### The input
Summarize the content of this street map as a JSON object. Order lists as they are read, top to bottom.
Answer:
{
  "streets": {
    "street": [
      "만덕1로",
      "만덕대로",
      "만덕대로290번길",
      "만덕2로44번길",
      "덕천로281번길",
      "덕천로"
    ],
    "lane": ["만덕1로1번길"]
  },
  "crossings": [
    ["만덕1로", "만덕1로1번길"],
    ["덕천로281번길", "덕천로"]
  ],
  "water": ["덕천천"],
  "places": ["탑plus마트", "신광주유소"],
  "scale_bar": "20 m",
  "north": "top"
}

### Task directions
Set down the entries again, exactly as they stand above.

### Your solution
Summarize the content of this street map as a JSON object. Order lists as they are read, top to bottom.
Answer:
{
  "streets": {
    "street": [
      "만덕1로",
      "만덕대로",
      "만덕대로290번길",
      "만덕2로44번길",
      "덕천로281번길",
      "덕천로"
    ],
    "lane": ["만덕1로1번길"]
  },
  "crossings": [
    ["만덕1로", "만덕1로1번길"],
    ["덕천로281번길", "덕천로"]
  ],
  "water": ["덕천천"],
  "places": ["탑plus마트", "신광주유소"],
  "scale_bar": "20 m",
  "north": "top"
}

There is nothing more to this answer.